Dataset records:
Start of Block

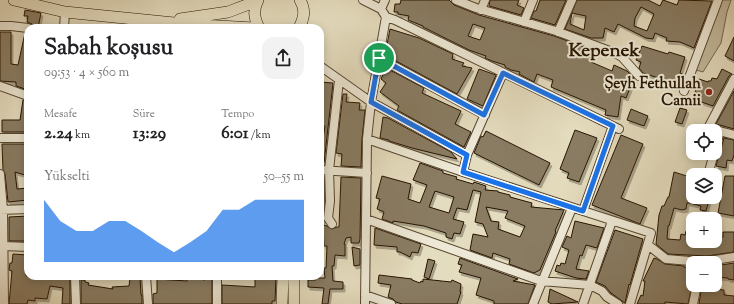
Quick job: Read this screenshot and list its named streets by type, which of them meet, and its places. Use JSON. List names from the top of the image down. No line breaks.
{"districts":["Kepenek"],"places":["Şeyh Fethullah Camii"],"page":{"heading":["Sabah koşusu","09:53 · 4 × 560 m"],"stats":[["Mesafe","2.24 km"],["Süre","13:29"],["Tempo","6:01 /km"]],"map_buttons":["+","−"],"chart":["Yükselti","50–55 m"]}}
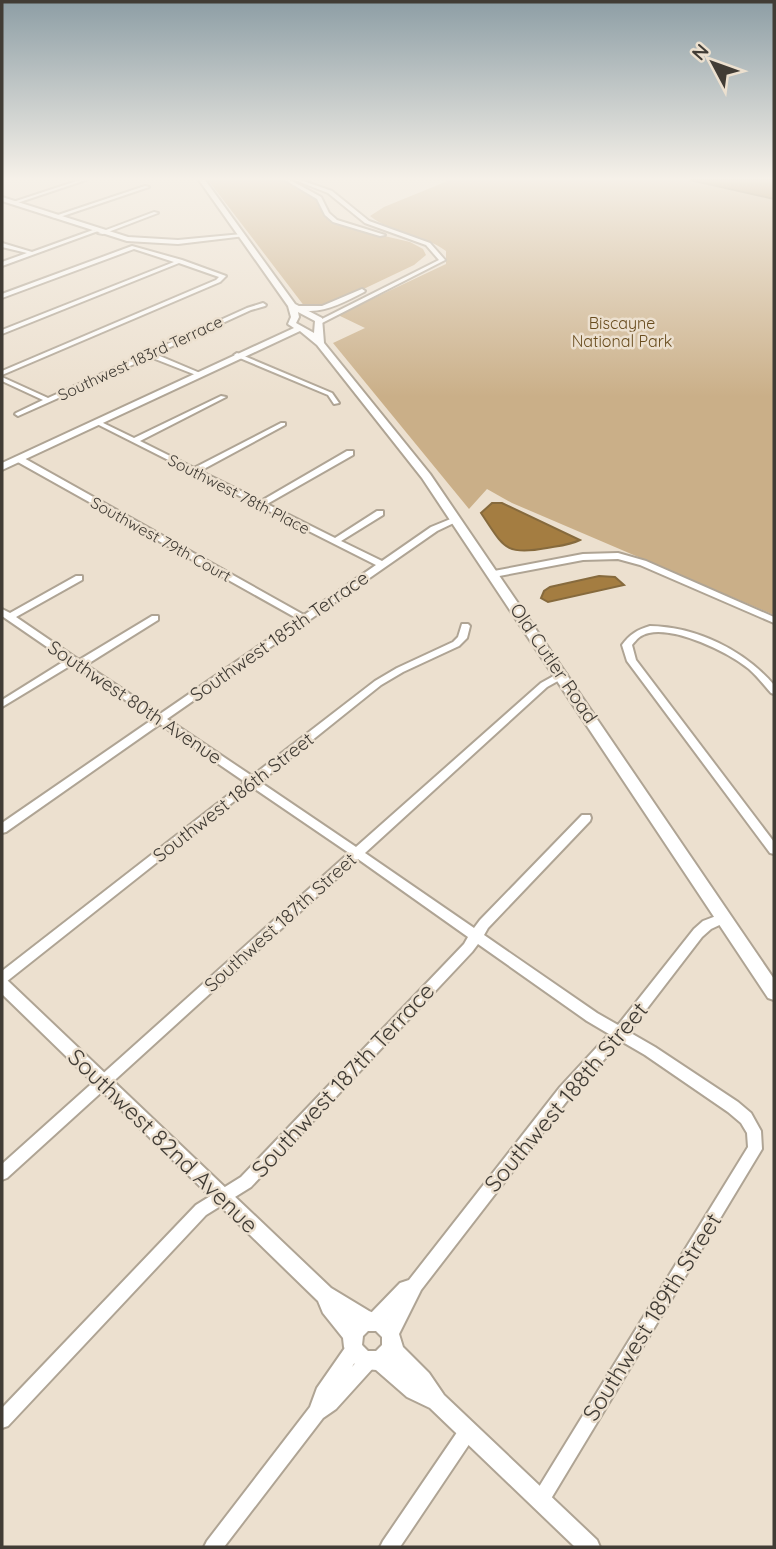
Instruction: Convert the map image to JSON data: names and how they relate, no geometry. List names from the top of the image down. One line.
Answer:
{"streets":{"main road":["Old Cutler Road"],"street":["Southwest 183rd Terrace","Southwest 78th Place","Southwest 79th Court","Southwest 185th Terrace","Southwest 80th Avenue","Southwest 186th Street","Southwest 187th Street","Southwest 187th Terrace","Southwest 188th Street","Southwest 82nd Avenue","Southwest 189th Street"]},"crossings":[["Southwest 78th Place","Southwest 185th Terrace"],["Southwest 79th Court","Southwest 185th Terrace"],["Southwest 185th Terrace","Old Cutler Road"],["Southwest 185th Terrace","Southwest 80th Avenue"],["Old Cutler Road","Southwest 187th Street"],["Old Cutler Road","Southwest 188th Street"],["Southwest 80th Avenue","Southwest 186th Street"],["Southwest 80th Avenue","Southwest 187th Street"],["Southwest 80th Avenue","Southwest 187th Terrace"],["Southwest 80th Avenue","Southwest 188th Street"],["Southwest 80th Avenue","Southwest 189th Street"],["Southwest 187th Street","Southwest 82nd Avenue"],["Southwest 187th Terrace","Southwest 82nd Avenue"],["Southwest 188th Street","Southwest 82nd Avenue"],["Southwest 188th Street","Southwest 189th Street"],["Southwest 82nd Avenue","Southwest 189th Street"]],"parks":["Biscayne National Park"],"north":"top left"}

End of Block

Task description: Please retype the data exactly, but do not carry over any picture.

Answer to this problem:
Quick job: Read this screenshot and list its named streets by type, which of them meet, and its places. Use JSON. List names from the top of the image down. No line breaks.
{"districts":["Kepenek"],"places":["Şeyh Fethullah Camii"],"page":{"heading":["Sabah koşusu","09:53 · 4 × 560 m"],"stats":[["Mesafe","2.24 km"],["Süre","13:29"],["Tempo","6:01 /km"]],"map_buttons":["+","−"],"chart":["Yükselti","50–55 m"]}}
Instruction: Convert the map image to JSON data: names and how they relate, no geometry. List names from the top of the image down. One line.
Answer:
{"streets":{"main road":["Old Cutler Road"],"street":["Southwest 183rd Terrace","Southwest 78th Place","Southwest 79th Court","Southwest 185th Terrace","Southwest 80th Avenue","Southwest 186th Street","Southwest 187th Street","Southwest 187th Terrace","Southwest 188th Street","Southwest 82nd Avenue","Southwest 189th Street"]},"crossings":[["Southwest 78th Place","Southwest 185th Terrace"],["Southwest 79th Court","Southwest 185th Terrace"],["Southwest 185th Terrace","Old Cutler Road"],["Southwest 185th Terrace","Southwest 80th Avenue"],["Old Cutler Road","Southwest 187th Street"],["Old Cutler Road","Southwest 188th Street"],["Southwest 80th Avenue","Southwest 186th Street"],["Southwest 80th Avenue","Southwest 187th Street"],["Southwest 80th Avenue","Southwest 187th Terrace"],["Southwest 80th Avenue","Southwest 188th Street"],["Southwest 80th Avenue","Southwest 189th Street"],["Southwest 187th Street","Southwest 82nd Avenue"],["Southwest 187th Terrace","Southwest 82nd Avenue"],["Southwest 188th Street","Southwest 82nd Avenue"],["Southwest 188th Street","Southwest 189th Street"],["Southwest 82nd Avenue","Southwest 189th Street"]],"parks":["Biscayne National Park"],"north":"top left"}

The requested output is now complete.